Blockchain and cryptocurrency are becoming part of the world’s daily discourse. Most of us should have heard of cryptocurrency by now. But who has actually already used it before? Our client, Lectoraat Netwerkcultuur aims to study how blockchain wallets can be designed to facilitate a broader understanding of the influence of blockchain technology, and define what good or bad wallet design is. Blockchain was born out of the finance crisis. The idea was it to decentralise the whole system. Instead of a few banks holding all the money and making people dependant, the blockchain technology puts the power in a lots of individual hands.

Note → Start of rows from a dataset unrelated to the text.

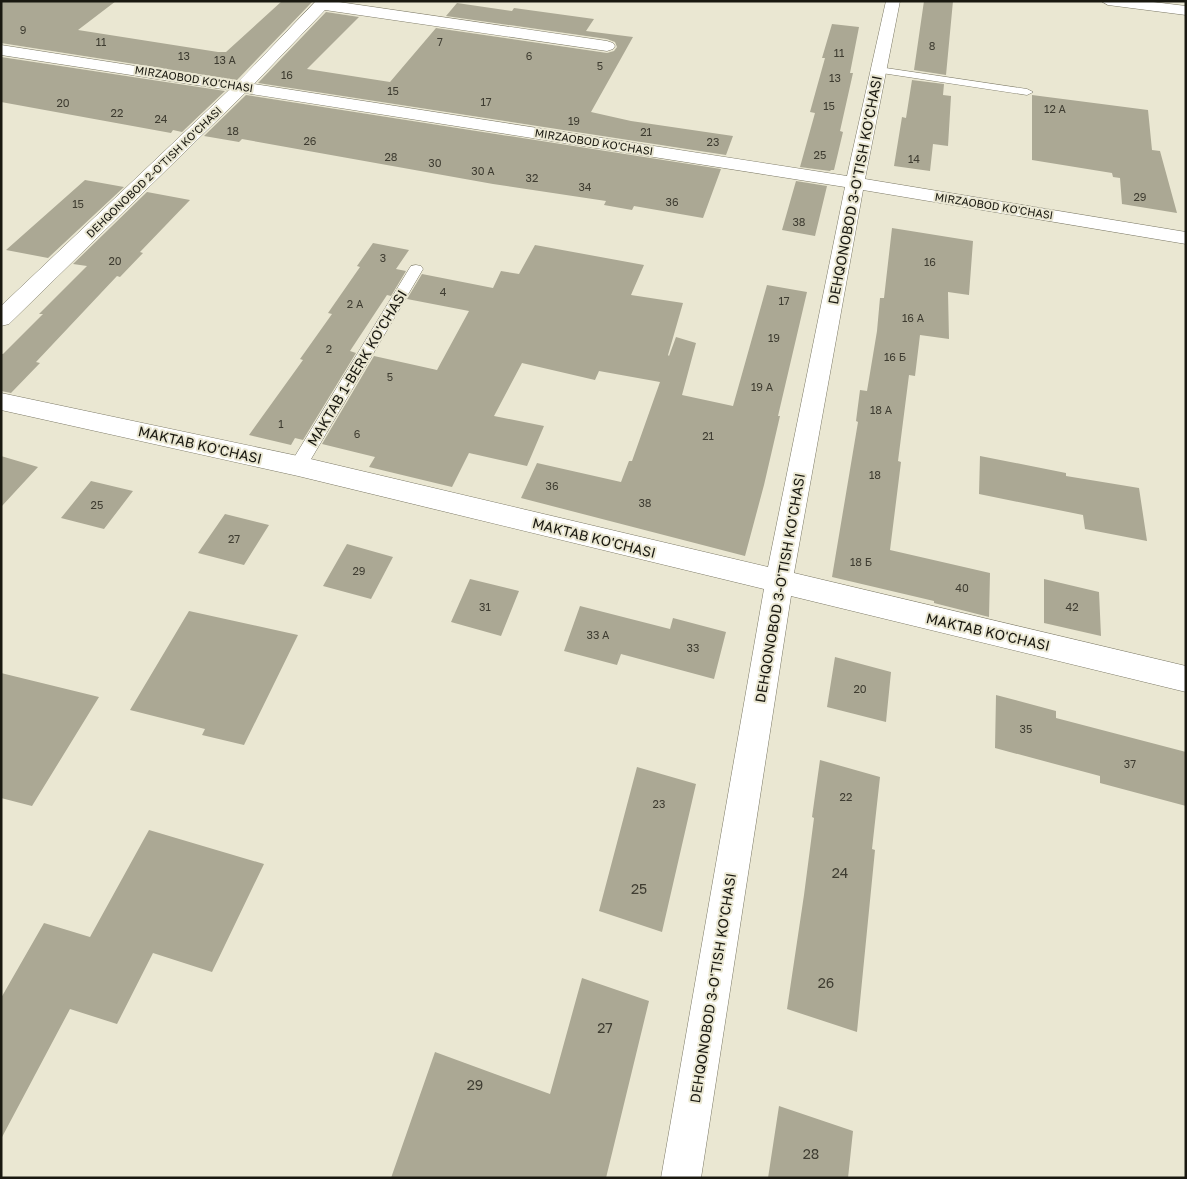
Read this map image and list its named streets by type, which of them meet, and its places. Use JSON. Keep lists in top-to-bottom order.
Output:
{
  "streets": {
    "street": [
      "MIRZAOBOD KO'CHASI",
      "DEHQONOBOD 2-O'TISH KO'CHASI",
      "DEHQONOBOD 3-O'TISH KO'CHASI",
      "MAKTAB KO'CHASI"
    ],
    "lane": ["MAKTAB 1-BERK KO'CHASI"]
  },
  "crossings": [
    ["MIRZAOBOD KO'CHASI", "DEHQONOBOD 2-O'TISH KO'CHASI"],
    ["MIRZAOBOD KO'CHASI", "DEHQONOBOD 3-O'TISH KO'CHASI"],
    ["DEHQONOBOD 3-O'TISH KO'CHASI", "MAKTAB KO'CHASI"],
    ["MAKTAB 1-BERK KO'CHASI", "MAKTAB KO'CHASI"]
  ],
  "house_numbers": [
    "9",
    "11",
    "7",
    "8",
    "11",
    "13",
    "6",
    "13 A",
    "5",
    "16",
    "13",
    "15",
    "17",
    "20",
    "15",
    "12 A",
    "22",
    "24",
    "19",
    "18",
    "21",
    "26",
    "23",
    "25",
    "28",
    "14",
    "30",
    "30 А",
    "32",
    "34",
    "29",
    "36",
    "15",
    "38",
    "3",
    "20",
    "16",
    "4",
    "17",
    "2 А",
    "16 A",
    "19",
    "2",
    "16 Б",
    "5",
    "19 A",
    "18 А",
    "1",
    "6",
    "21",
    "18",
    "36",
    "38",
    "25",
    "27",
    "18 Б",
    "29",
    "40",
    "31",
    "42",
    "33 А",
    "33",
    "20",
    "35",
    "37",
    "22",
    "23",
    "24",
    "25",
    "26",
    "27",
    "29",
    "28"
  ]
}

Type of project: Student project
Client: Lectoraat Netwerkcultuur
Project time: 3 months
Team members: Sander Boer, Chantal Ramzy, Bugra Kantar
Our findings were based on literacy research, market analyse, interviews with users and testing out different digital wallets. One of the biggest issues is, that it is complicated to get started. There is no margin for error. If you forget your password for example, your money is gone.
There are a lot of options for wallets, markets and suppliers, which is quite overwhelming. Mining for bitcoins is not relevant anymore, because the more people participate, the smaller the reward for mining. It will be the underlying technology of the future, which will be invisible for the masses.

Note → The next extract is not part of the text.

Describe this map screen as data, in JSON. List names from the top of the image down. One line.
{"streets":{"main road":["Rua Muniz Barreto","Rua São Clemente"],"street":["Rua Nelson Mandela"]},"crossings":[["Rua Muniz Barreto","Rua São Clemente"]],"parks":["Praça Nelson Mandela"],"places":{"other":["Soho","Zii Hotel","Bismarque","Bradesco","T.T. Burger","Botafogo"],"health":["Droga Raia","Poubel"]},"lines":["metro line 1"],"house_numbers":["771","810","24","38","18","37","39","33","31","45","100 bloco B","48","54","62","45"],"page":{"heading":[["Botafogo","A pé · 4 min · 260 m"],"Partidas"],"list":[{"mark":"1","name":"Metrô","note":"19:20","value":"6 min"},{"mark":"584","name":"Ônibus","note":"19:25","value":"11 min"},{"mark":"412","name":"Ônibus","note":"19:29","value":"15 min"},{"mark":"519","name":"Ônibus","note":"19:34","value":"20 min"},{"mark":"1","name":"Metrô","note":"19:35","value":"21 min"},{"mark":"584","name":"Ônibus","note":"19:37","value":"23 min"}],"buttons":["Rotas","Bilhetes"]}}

Because it is based on code, it it hackable (especially because it is opensource).
The question for us was, which features do users prefer? How do they want to be introduced to blockchain wallets and what is important to them?
The idea was it to put a complicated and serious topic into a gameful atmosphere to improve the learning curve of young adults. You learn better when you are having fun, more effectively through some healthy competition and you are encouraged to look at things from a new angle.

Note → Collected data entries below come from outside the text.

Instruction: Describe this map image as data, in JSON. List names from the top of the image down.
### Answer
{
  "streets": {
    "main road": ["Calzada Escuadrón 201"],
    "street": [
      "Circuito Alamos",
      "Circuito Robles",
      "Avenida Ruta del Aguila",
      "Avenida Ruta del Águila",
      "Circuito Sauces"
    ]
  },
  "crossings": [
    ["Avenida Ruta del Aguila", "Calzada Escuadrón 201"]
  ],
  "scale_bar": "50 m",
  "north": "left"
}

We used the farm as a metaphor to simulate the blockchain market. The advantages are, that it is easy to grasp because of its familiarity. The farm stands for your digital wallet with its cryptocurrencies in form of wool, milk and bacon. In the real world you receive rewards for mining in form of specific cryptocurrencies, in our game your animals will produce their specific goods. On the market you be able to buy and sell these goods to earn more money. To protect your goods from being stolen, you can put them in a vault. In reality, people put their digital money on an analogue stick or in a real vault, to protect it from hackers or thieves.
We made an analogue game to test its mechanism, by making the calculations ourselves and drawing cards with numbers on it to change the market. What we could observe, that the game was fun, but our users were overwhelmed with the amount of information. We decided to split our game in different phases to keep the introduction fun and simple. Based on that a storyline and the interface were developed.
0 - Onboarding/Tutorial
Introduce user to storyline
First transaction (buy currency)
1 - Currency Generation
2 - Second layer
Introduce second currency
Wallet upgrade (optional):
- being able to use a second currency,
- send money to another user
Wallet feature addons
3 - Actions & Vault
Introduce Action cards such as:
- Transaction fee slashed
- Mining power multiplier
Introduce the Vault.
I was responsible for the illustration, based on the storyline I developed before. Regarding to our more childish metaphor “farm”, but our adult target group, it was important to combine it with a minimalistic illustration style to balance our design. Especially inspiring here was the bold and minimalistic style by graphic artist Malika Favre who uses common color theories, like the theory of warm and cold colours to create depth, but also by breaking these rules, creating a mystic feeling around her artwork. This color style in combination with simple forms like circles and rectangles, created the final design language for the illustrations.
The final game was programmed by our team's front-end developer and thus playable. We tested the game several times with class mates. We received several insights, which points in our game still would have to be improved in the future. What we definitely could proof, the game is really fun!
The queen needs help from her decentralised farmers, because of rising rates by official traders and the Master of Coin. She invests in every farmer a bag of gold, giving everybody the equal change to become the new Master of Coin.
In our early user tests, we realised the importance of an easy introducing of the game, by starting with one option and introducing new options and features in each round.
From now on, the player will be in competition with the other players to make money from selling and buying goods (wool, milk, bacon) and animals (sheep, cow, pig) from the merchants, but also producing own goods. The prize depends on supply and demand, wool with the most stabile value and bacon with the least one.
In later rounds the vault will be introduced, to protect your farm from thieves, as well as different addons to improve your farm and market conditions.
The vault is secured by password, consisting of little pictures. If you forget this one, you will have no access to the vault anymore and your belongings are gone for good. This happens also in the real world, people losing their password and with it their money.
Addons resemble the different features digital wallets provide. You choose, which features you want to add to your farm to improve the conditions for buying and selling or the security of your farm. It is interesting to see, which addons the users will prefer, especially under time pressure and limited amount of money.
In the last round the user will be introduced to action cards. With these the gameplay will become more interactive with the other users and the fun curve rises.
You can pick attack cards, which are similar to hackers stealing cryptocurrencies, hormones for your animals to improve production, a spy to get a peak view in your competitors' farms or grandma, who protects your farm from thieves, as she sees everything.